11/9/2012 9:44:44 AM

11/09/2012

 

 

I have become online friends with a few submissives since joining CM. And in a way they have become part of my submissive journey since finding my Master.  I truly believe that the right Master/submissive combination can be a serious tool in learning about yourself and a very positive experience..or it should be. Sadly so many submissives "hook up" with Doms? that seem to get off in breaking down a submissive and instead of helping them become a better person they succeed in convincing them submissive equals worthless.

Submissives the more you respect and value yourself and your gift, the more you will be valued.  Anyone who wants to devalue you, does not see the value in themselves and you should not walk but run in the other direction.

Yes it can get frustrating weeding through all the players and wannabees but the wait will be worth it when you find the "One" with whom you have mutual respect, communication, and intensity.  You will look into theirr eyes and touch their hands and you will know.  Please wait for that. A D/s relationship can be the best of things or the worst of things.Please wait for the best.

9/29/2012 11:42:11 AM

10/22/2012


Unfortunately I have found in the short time I have been on this site, that there are many who wish to and excel at "mind fucking".  Now I will admit there can be a time and place for that but to use it as a sport to play games with others shows a complete lack of class.  If after a chat or two, we seem to have enough in common to go forward, I will expect a full name, and phone number and be assured I will run a background check so Dom wannabees and players, get a life please and don't waste my time.


10/06/2012

It seems I must clarify my needs a little further.  While I appreciate the attention, I do not do "on-line" relationships and I do not cam.  I am only interested in "local" so please do not email me when you are out of state or even on the other part of my state.  I will not fly to you and not interested in one day quickies when you fly in for business.  I want a local, on going, relationship with a Dom who is near my age, has time to give this journey, and is safe and sane.  I am not looking for a sexual fling and as such am not interested in looking at your equipment and am absolutely not interested in discussing my fantasies with someone other than a potential Dom.  Come on..respect goes both ways.  If you don't respect others, you can't expect it in return.

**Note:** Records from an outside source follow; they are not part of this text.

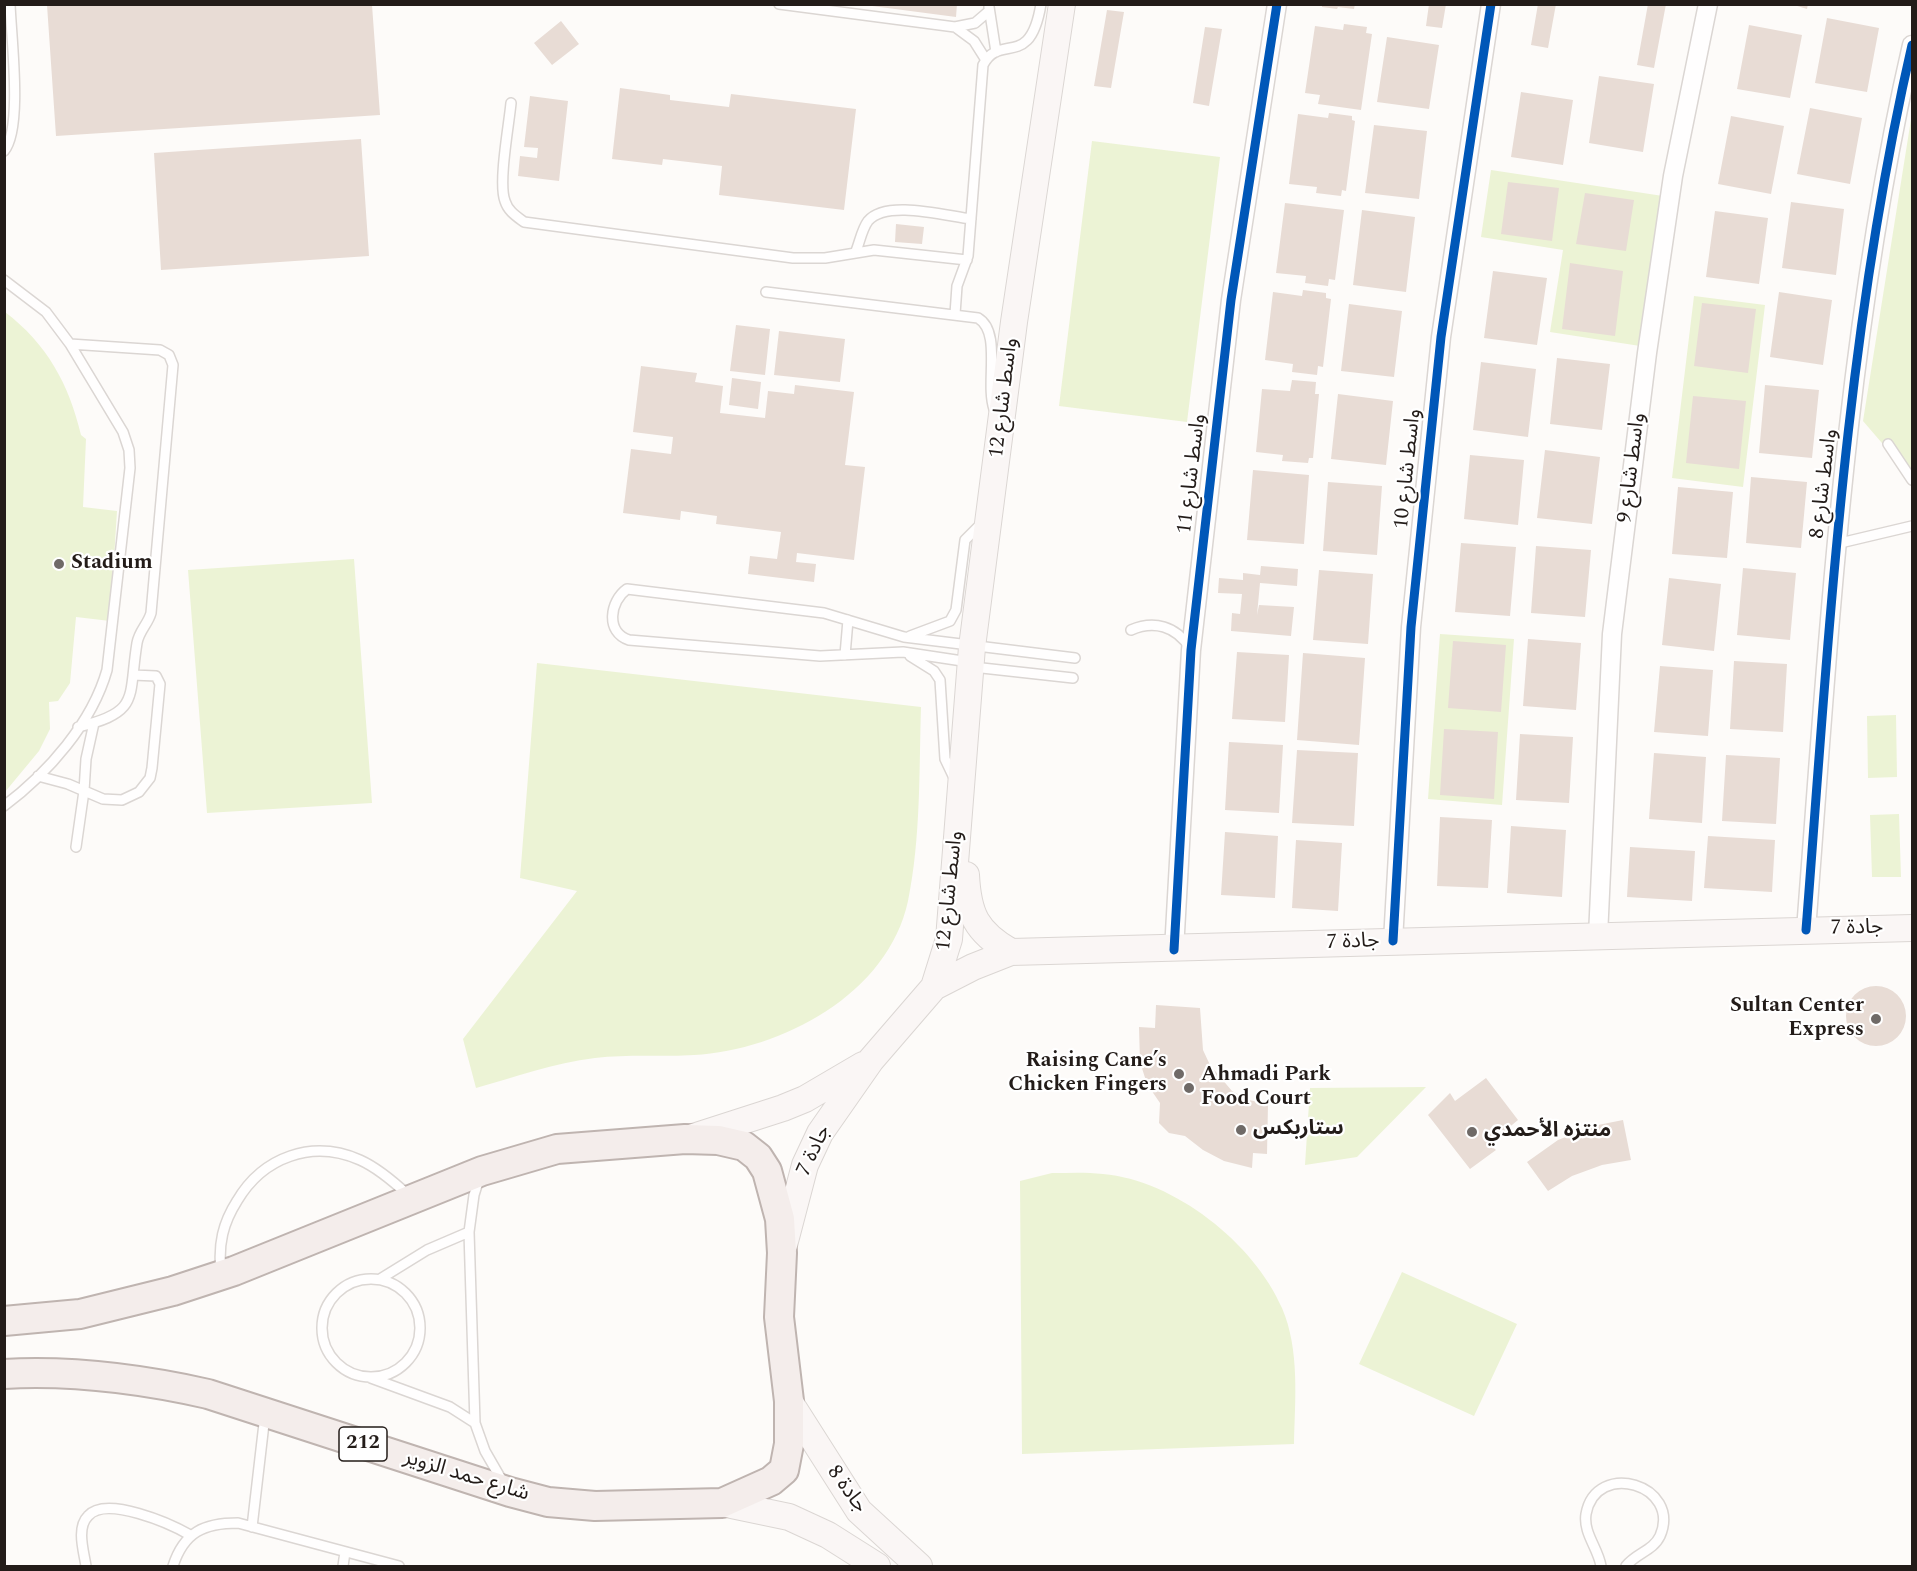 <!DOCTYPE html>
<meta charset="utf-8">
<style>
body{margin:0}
#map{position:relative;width:1917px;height:1571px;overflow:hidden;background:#fdfbf9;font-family:Spectral,serif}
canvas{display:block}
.frame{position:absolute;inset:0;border:6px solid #231c19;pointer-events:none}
</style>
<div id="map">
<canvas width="1917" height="1571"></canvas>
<div class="frame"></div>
</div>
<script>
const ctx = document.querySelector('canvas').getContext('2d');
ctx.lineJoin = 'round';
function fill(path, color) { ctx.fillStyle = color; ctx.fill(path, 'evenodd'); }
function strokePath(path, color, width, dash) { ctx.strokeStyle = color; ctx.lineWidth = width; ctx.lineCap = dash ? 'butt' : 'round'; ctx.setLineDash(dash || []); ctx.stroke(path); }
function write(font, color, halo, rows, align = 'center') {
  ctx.font = font + ' Spectral,"Noto Sans Arabic",serif'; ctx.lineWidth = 4.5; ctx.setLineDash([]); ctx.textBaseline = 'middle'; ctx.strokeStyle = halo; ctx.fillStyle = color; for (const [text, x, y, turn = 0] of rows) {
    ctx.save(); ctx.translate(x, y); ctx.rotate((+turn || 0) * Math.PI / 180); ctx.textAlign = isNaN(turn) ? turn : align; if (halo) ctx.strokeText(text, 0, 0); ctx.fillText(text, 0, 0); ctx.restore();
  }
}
fill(new Path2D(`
 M 1912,113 L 1912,478 L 1863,421 Z
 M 1092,141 L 1220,157 L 1187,422 L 1059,406 Z
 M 1491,170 L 1663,196 L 1640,346 L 1550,332 L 1563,250 L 1481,237 Z
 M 1694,296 L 1765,305 L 1743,487 L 1672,478 Z
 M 5,312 C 47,344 69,384 81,435 L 86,439 L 83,507 L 117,511 L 110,621 L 76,617 L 70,683 L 58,701 L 49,702 L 50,729 L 39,751 L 5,792 Z
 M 354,559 L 372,803 L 207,813 L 188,570 Z
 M 1440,634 L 1514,639 L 1502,805 L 1428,799 Z
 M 537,663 L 921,707 C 919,771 921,838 908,901 C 888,994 782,1050 694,1055 C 661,1057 628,1054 595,1058 C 554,1063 515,1077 476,1088 L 463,1039 L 577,891 L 520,878 Z
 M 1896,715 L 1897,777 L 1868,778 L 1867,716 Z
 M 1899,814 L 1901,877 L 1872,877 L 1870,815 Z
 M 1426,1087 L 1357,1157 L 1305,1165 L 1310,1088 Z
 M 1052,1173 C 1069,1173 1086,1172 1103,1174 C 1174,1180 1254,1243 1282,1308 C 1300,1350 1295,1400 1294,1444 L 1022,1454 L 1020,1181 Z
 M 1402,1272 L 1517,1324 L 1474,1416 L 1359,1364 Z`), '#ecf3d5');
fill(new Path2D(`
 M 857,4 L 957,4 L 956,17 Z
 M 1322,4 L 1355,4 L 1354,9 L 1338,7 L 1337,9 L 1322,7 Z
 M 1429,4 L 1446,4 L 1442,28 L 1426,26 Z
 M 1538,4 L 1556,4 L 1548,48 L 1531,45 Z
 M 1648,4 L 1666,4 L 1654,68 L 1637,65 Z
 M 1791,4 L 1808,4 L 1807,9 Z
 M 47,5 L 372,5 L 380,115 L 56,136 Z
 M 1107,10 L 1124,12 L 1111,88 L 1094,86 Z
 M 1827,18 L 1879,28 L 1867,92 L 1815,83 Z
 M 561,21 L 579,44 L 552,65 L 534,43 Z
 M 1344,24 L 1367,27 L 1366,33 L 1372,34 L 1361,110 L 1318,104 L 1320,95 L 1305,93 L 1315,26 L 1343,30 Z
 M 1749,25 L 1802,35 L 1790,98 L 1737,89 Z
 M 1205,27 L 1222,29 L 1209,106 L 1193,103 Z
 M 1387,37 L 1439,45 L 1429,109 L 1377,102 Z
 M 1599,76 L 1654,84 L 1643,152 L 1589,143 Z
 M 620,88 L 670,95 L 670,100 L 729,107 L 731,94 L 856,109 L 844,210 L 719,195 L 722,166 L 663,159 L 662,165 L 612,159 Z
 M 1521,92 L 1573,100 L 1563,165 L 1511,157 Z
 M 530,96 L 568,101 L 559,181 L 518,176 L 520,156 L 537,158 L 538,148 L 524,147 Z
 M 1810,108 L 1862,118 L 1850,184 L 1797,174 Z
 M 1329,113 L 1352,116 L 1352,120 L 1355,121 L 1346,191 L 1342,190 L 1341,196 L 1316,193 L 1317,187 L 1289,184 L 1298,114 L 1328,118 Z
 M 1731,116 L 1784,126 L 1771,194 L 1718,184 Z
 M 1374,125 L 1427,131 L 1419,199 L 1365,193 Z
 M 361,139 L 369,256 L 161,270 L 154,153 Z
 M 1508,182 L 1559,188 L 1552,241 L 1501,234 Z
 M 1585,193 L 1634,200 L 1626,251 L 1576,244 Z
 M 1791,202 L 1844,209 L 1836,275 L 1782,268 Z
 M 1285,203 L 1344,210 L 1335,280 L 1329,279 L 1328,286 L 1305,283 L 1306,276 L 1276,273 Z
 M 1362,210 L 1415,217 L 1406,292 L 1353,285 Z
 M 1715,211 L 1768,218 L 1759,284 L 1706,277 Z
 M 896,224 L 924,227 L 922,244 L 895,242 Z
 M 1570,263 L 1623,271 L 1615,336 L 1562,329 Z
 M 1493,271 L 1547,278 L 1537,345 L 1484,338 Z
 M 1303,290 L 1326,293 L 1326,298 L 1331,299 L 1323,367 L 1318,366 L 1317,375 L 1292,372 L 1293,364 L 1265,360 L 1273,292 L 1302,296 Z
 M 1779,292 L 1832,300 L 1823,365 L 1770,357 Z
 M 1702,303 L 1756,309 L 1748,373 L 1694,366 Z
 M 1349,304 L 1402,311 L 1394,377 L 1341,371 Z
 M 736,325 L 770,329 L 765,375 L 730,371 Z
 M 779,331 L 845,339 L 840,382 L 774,375 Z
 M 1557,358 L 1610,364 L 1602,430 L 1550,424 Z
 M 1481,362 L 1536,369 L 1528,437 L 1473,430 Z
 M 641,366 L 697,373 L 695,382 L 723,386 L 720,413 L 765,418 L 768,391 L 794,394 L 795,385 L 854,392 L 845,465 L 865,467 L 854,560 L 797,553 L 796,562 L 816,564 L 814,582 L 748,574 L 750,556 L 777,559 L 781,532 L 716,524 L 717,516 L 681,511 L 680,520 L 623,513 L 631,449 L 671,454 L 673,437 L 633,432 Z
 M 732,378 L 761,382 L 758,409 L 729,405 Z
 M 1292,380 L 1316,382 L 1315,394 L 1319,394 L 1313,458 L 1309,458 L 1308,463 L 1282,461 L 1283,455 L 1256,452 L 1262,389 L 1290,391 Z
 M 1765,385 L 1819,390 L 1812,458 L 1759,453 Z
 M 1338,394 L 1393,401 L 1386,465 L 1331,459 Z
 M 1693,396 L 1746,401 L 1739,469 L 1686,463 Z
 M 1545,450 L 1600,457 L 1592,524 L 1537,518 Z
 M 1470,455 L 1524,460 L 1518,525 L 1464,519 Z
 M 1253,470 L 1309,475 L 1304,544 L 1247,540 Z
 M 1751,477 L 1807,482 L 1801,548 L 1746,543 Z
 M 1328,482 L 1382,486 L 1377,555 L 1323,551 Z
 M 1678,487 L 1733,492 L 1727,558 L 1672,554 Z
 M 1461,543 L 1516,547 L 1510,616 L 1455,612 Z
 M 1536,546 L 1591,550 L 1585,617 L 1531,613 Z
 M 1261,566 L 1298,569 L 1297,586 L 1260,583 L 1257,615 L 1259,605 L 1294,607 L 1291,636 L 1231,631 L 1232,613 L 1240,614 L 1242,594 L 1218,593 L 1219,578 L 1243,580 L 1243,573 L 1260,575 Z
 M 1743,568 L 1796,573 L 1790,640 L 1737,635 Z
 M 1319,570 L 1373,574 L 1368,644 L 1313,640 Z
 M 1669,578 L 1721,584 L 1714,651 L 1662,645 Z
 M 1528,639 L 1581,643 L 1576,710 L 1523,706 Z
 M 1453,641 L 1506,645 L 1501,712 L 1448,708 Z
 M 1237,652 L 1289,655 L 1285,722 L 1232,719 Z
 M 1303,653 L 1365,658 L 1359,745 L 1297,740 Z
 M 1734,661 L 1787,664 L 1783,732 L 1730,729 Z
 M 1660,666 L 1713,670 L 1708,736 L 1654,732 Z
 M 1444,729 L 1498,732 L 1494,799 L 1440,795 Z
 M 1520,734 L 1573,737 L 1569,803 L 1516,800 Z
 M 1229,742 L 1283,745 L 1279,813 L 1225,810 Z
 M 1297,750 L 1358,753 L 1354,826 L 1292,823 Z
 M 1654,753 L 1706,757 L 1702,823 L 1649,819 Z
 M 1726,755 L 1780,758 L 1776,824 L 1722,821 Z
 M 1440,817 L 1492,820 L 1488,888 L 1437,886 Z
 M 1511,826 L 1566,830 L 1562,897 L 1507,893 Z
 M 1225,832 L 1278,836 L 1275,898 L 1221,895 Z
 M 1708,836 L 1775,840 L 1772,892 L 1704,888 Z
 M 1296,840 L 1342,843 L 1338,911 L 1292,908 Z
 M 1630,847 L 1695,851 L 1692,901 L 1627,897 Z
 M1846 1016a30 30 0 1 1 60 0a30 30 0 1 1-60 0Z
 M 1156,1005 L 1200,1008 L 1203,1050 L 1210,1065 L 1232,1091 L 1249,1100 L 1268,1104 L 1267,1154 L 1253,1153 L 1252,1168 L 1224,1161 L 1203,1150 L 1185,1136 L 1169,1133 L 1159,1123 L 1160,1103 L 1147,1084 L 1140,1062 L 1139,1027 L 1155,1028 Z
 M 1486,1078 L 1518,1120 L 1489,1144 L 1496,1150 L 1470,1169 L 1428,1115 L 1450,1093 L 1455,1101 Z
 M 1623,1120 L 1631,1160 L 1602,1165 L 1572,1176 L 1548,1191 L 1527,1162 L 1558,1140 L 1593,1126 Z`), '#e8dcd5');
const service = new Path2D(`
 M 779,4 L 955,27 L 975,23 L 989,11
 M 989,7 L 996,52
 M 955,27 L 974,41 L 986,60
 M 511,103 C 509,125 498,183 505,201 C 508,211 516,216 524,222 L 793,258 L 825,258 L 874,250 L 967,260
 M 4,151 C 23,129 11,36 10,4
 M 856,251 C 860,241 862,229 868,221 C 886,199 946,216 971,219
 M 4,280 L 46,312 L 70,344 L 123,432 L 129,450 L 130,468 L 107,670 C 92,723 48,773 4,806
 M 766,292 L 978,318 C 1002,332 985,383 994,409
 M 955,314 L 957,286 L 968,256 L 983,65 C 1000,32 1030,71 1041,4
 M 70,344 L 160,350 L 169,355 L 173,365 L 151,613 C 148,624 139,631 137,643 C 128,698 141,712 78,727
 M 1888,444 L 1912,480
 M 1836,544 L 1912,526
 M 1131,630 C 1154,620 1176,626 1190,648
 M 910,636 L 950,621 L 956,610 L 965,540 L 981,524
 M 845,655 L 848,620
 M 910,656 L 934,671 L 940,680 L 945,759 L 955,780
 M 969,662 L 903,652 L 820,656 L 629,640 C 605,632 610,601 627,589 L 824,613 L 904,637 L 1075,658
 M 973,667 L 1073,678
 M 38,776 L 68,784 L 103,799 L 122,800 L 139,792 L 150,778 L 152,768 L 160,684 L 156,676 L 133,675
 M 76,847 L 84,791 L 86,759 L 94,723
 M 479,1179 L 474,1195 L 469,1232 L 475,1423 L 485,1451 L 504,1484
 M 221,1271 C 218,1244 223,1223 237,1201 C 263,1157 312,1139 360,1160 C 378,1168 394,1182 408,1195
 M322 1328a49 49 0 1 1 98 0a49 49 0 1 1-98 0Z
 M 380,1279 L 427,1250 L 469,1232
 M 371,1378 L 450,1407 L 475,1423
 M 252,1527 L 265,1415
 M 86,1566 C 84,1552 76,1528 88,1516 C 106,1495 171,1524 190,1535
 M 173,1566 C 184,1532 204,1523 238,1523 L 399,1566
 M 343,1566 L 345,1552
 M 1601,1566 C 1598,1548 1583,1533 1586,1514 C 1596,1459 1682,1485 1660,1536 C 1653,1551 1636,1553 1626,1566`);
const minor = new Path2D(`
 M 1806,930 C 1829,634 1845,335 1912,45
 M 1598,936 L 1612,634 L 1647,353 L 1673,176 L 1708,4
 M 1393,941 L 1411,627 L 1441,337 L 1491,4
 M 1174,950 L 1191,650 L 1231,300 L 1277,4`);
const secondary = new Path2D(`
 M 966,875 C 968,914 976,932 1011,952
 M 934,987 L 949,939 L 972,647 L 1014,322 L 1062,4
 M 693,1137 L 783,1108 L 805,1099 L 863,1065
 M 784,1245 L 805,1165 L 820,1133 L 871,1060 L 934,987 L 973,967 L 1011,952 L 1912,928
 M 789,1401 L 859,1511 L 919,1566
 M 722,1503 L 789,1517 L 828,1535 L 877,1566`);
const primary = new Path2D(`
 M 4,1321 L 80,1314 L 173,1291 L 234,1271 L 482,1171 L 557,1149 L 685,1139 L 718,1140 L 744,1146 L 758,1157 L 767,1171 L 780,1219 L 782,1253 L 779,1317 L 789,1401 L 789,1444 L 784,1470 L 771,1481 L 722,1503 L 595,1506 L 548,1502 L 510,1492 L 208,1394 C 141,1379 74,1370 4,1374`);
strokePath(service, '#dbd6d3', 12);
strokePath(minor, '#dbd6d3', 21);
strokePath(secondary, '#dbd6d3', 28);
strokePath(primary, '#bfb4b0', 32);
strokePath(service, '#fffefe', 9);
strokePath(minor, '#fffefe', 18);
strokePath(secondary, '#faf6f5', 26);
strokePath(primary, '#f4edeb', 28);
strokePath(new Path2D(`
 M 1806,930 C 1829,634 1845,335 1912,45
 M 1393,941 L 1411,627 L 1441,337 L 1491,4
 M 1174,950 L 1191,650 L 1231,300 L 1277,4`), '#0057b8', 9);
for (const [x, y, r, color] of [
 [59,564,6,"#6f6a67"],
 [1876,1019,6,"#6f6a67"],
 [1179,1074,6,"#6f6a67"],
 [1189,1088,6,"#6f6a67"],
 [1241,1130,6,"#6f6a67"],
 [1472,1132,6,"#6f6a67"]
]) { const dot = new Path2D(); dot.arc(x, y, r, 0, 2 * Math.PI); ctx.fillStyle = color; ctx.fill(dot); strokePath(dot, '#fff', 2); }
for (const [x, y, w] of [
 [363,1444,48]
]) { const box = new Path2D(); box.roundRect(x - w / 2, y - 17, w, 34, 4.5); ctx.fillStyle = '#fff'; ctx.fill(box); strokePath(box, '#231c19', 1.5); }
write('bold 20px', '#231c19', null, [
 ["212",363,1444]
]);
write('21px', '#231c19', '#fff', [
 ["واسط شارع 12",1005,398,-83],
 ["واسط شارع 9",1633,468,-83],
 ["واسط شارع 10",1409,469,-84],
 ["واسط شارع 11",1193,474,-83],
 ["واسط شارع 8",1825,484,-83],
 ["واسط شارع 12",951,891,-84],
 ["جادة 7",1857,929,-1],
 ["جادة 7",1353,943,-2],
 ["جادة 7",815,1151,-65],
 ["شارع حمد الزوير",466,1477,17],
 ["جادة 8",846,1490,54]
]);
write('bold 21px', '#231c19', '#fff', [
 ["Stadium",71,564],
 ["Sultan Center",1864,1007,"right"],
 ["Express",1864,1031,"right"],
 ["Raising Cane’s",1167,1062,"right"],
 ["Chicken Fingers",1167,1086,"right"],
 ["Ahmadi Park",1201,1076],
 ["Food Court",1201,1100],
 ["ستاربكس",1253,1130],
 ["منتزه الأحمدي",1484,1132]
], 'left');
</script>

I have come back to the lifestyle after a few years absence and found it much changed.  Or perhaps I was just lucky in my past Masters.  I was always cared for, respected, protected, and my needs were as important as my Master's needs.

It seems that has become a novel concept.  No longer is a M/s relationship a symbiotic relationship with one's wishes and needs feeding the others.  No longer does the Master understand that it is necessary for a submissive to have a reason to return..that they must feel safe, and respected, and fulfilled, both emotionally and physically to be able with a open and a glad heart to fulfill their Master's needs.

I have received much attention and many invitations which is always nice and flattering.  But if you are One that thinks a submissive is just a shell for you to empty yourself into or just a "thing" to use to satisfy your fantasies or your "God" complex, please do us both a favor and pass me by.

In being submissive I of course want to please my Master but I  require my basic needs met also which requires you take the time to actually know me, to respect the pace my inexperience may require you to travel our journey, and to make sure I leave feeling secure and happy and yearning for our next adventure.  If this is more effort than I am worth to you, please again pass  me by.